Grace to me is like a blanket from God. It’s like when I think about being a kid and carrying around my security blanket. When I was cold it kept me warm in all of its fuzziness. When I was scared it came up and covered me. When I was curious it came along to investigate and seemed to have special super powers of security and protection. All of these things reminded me of my parents love. That even when I wasn’t with them, their presence, protection and love where right by my side. God’s grace is like a blanket of favor, security, power and protection that goes with me everywhere.
Propitiation for me is rooted at the foot of the cross. There I sit a humbled sinner. I am crouched at the feet of Jesus realizing that my sins have nailed him there. My very existence are the beams where He became a curse for me. My sin has created a chasm between me and a Holy God. My sin has boxed me off from the plan and purpose that God packed me with. My sin has offended God, it has hurt God, it has angered God. But in His mercy God sent Jesus so that I would be not only cleansed by God of my sin but also be restored to a place of favor. Like the Prodigal He would remove the dirty garment of my sin with a fine robe of a new life in Christ. In this process Jesus would remove my stains but would also be a fire extinguisher to my deserved wrath of God. He not only made me clean but He place a crown of favor on me in the process. All at the cost of His life, of His blood, of His will. I can’t even put words on the wholeness of it. I can’t even put words to the grief I feel at having put Him in that position to take the wrath I deserved. I can’t even comprehend that He willingly went there for me, it wasn’t a struggle. He wasn’t forced. He chose it for my sake. I can’t even thank Him enough for not only making me clean but for giving me favor as a child of God. It is so overwhelming in every respect. It totally takes my words away. I am overwhelmed by His mercy, overtaken by His love for me, amazed by the strength He had in my place. As I am at the cross I weep as I realize what my King did for me. So thankful.

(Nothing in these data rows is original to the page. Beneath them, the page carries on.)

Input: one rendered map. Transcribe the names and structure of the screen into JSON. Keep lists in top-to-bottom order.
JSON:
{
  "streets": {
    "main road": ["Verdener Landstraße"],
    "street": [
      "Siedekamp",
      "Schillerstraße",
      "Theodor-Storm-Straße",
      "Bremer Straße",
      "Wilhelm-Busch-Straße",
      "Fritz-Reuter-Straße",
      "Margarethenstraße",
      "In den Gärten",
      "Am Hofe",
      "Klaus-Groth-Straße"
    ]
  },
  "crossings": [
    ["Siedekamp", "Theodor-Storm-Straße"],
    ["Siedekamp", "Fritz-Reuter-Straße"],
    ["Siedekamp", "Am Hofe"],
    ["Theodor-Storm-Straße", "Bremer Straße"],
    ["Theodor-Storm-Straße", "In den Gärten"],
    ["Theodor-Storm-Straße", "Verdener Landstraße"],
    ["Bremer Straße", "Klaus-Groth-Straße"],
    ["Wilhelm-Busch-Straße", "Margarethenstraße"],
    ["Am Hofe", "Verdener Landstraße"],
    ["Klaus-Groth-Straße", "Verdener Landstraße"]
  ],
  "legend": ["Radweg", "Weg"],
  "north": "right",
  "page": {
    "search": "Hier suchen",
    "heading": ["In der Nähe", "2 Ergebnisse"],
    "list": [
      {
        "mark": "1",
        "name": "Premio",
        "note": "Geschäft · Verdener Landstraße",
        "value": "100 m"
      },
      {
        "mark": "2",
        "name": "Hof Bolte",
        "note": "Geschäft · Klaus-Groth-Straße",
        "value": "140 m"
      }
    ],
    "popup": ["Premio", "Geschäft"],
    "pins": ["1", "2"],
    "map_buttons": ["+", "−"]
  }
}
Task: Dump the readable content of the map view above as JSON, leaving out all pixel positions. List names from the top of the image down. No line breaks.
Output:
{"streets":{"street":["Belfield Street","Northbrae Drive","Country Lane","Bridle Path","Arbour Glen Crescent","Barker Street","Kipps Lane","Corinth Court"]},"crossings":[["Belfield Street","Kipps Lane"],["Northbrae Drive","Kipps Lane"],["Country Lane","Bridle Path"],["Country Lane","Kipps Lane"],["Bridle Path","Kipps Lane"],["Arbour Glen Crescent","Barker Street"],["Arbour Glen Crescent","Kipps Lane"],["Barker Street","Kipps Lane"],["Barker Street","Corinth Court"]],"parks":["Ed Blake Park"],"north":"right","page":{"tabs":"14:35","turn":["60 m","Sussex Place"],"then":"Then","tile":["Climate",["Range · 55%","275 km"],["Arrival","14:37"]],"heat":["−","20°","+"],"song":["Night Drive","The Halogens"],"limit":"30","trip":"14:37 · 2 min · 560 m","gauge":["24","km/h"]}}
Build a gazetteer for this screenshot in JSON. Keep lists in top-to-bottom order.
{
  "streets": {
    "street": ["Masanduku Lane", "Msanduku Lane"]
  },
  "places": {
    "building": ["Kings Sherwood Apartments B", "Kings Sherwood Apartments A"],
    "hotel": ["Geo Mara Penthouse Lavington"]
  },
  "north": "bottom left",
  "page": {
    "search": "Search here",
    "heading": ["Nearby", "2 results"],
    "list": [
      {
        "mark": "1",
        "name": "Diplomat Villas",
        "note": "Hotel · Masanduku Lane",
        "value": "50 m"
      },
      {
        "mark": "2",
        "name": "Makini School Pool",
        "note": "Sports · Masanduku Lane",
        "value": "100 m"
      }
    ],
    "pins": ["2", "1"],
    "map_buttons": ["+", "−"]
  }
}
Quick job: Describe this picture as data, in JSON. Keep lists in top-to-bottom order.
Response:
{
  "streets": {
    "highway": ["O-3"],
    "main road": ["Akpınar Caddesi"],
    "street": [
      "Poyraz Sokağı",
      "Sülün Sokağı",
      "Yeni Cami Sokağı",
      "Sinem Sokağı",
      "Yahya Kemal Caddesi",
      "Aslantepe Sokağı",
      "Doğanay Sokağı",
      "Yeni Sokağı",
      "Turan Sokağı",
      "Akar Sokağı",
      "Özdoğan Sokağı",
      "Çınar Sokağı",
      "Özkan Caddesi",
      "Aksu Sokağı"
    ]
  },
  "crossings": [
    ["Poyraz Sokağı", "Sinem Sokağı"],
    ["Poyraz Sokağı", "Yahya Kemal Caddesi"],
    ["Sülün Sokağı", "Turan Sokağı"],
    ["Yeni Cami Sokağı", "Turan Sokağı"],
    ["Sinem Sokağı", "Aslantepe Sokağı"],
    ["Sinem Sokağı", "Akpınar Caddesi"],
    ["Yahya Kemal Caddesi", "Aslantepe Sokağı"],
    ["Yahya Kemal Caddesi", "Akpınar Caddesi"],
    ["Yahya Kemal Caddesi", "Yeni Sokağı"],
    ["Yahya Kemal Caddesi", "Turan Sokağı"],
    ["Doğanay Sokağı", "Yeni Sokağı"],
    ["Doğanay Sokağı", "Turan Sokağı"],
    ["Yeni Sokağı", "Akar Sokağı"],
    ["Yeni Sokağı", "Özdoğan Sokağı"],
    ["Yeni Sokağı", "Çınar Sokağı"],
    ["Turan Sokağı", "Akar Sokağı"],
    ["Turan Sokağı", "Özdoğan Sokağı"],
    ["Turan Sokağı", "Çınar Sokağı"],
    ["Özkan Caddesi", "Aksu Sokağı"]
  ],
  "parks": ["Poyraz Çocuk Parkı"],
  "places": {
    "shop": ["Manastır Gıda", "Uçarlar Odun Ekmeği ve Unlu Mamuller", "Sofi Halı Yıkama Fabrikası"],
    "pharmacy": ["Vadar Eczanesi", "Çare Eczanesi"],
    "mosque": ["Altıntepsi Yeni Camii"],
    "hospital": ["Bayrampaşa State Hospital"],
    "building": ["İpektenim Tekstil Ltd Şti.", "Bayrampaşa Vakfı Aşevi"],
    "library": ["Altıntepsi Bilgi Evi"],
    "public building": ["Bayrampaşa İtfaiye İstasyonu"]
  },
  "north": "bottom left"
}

I’m a traveler. Walking the established path of my life. I’m carrying my will, my plans, and my emotions as my baggage. Wheeling the cart of my desires behind me. Always knowing that I need to stay on the path marked out to reach my goal. As quickly as the wind blows, my heavy load urges me to wander off the trail. I know the best way to get there, the most pleasurable track to wheel the belongings of my free will onto. The track I’m supposed to be on seems narrow and boring. It isn’t as smooth as I would like it to be. I break the confines of the true path. As I move off course, something calls me back. I stand for a moment in uncertain deliberation. At once I decide to correct my trip and go back. As I continue forward the side trails call again but I have decided to turn away from my path rebellion. I know The Way.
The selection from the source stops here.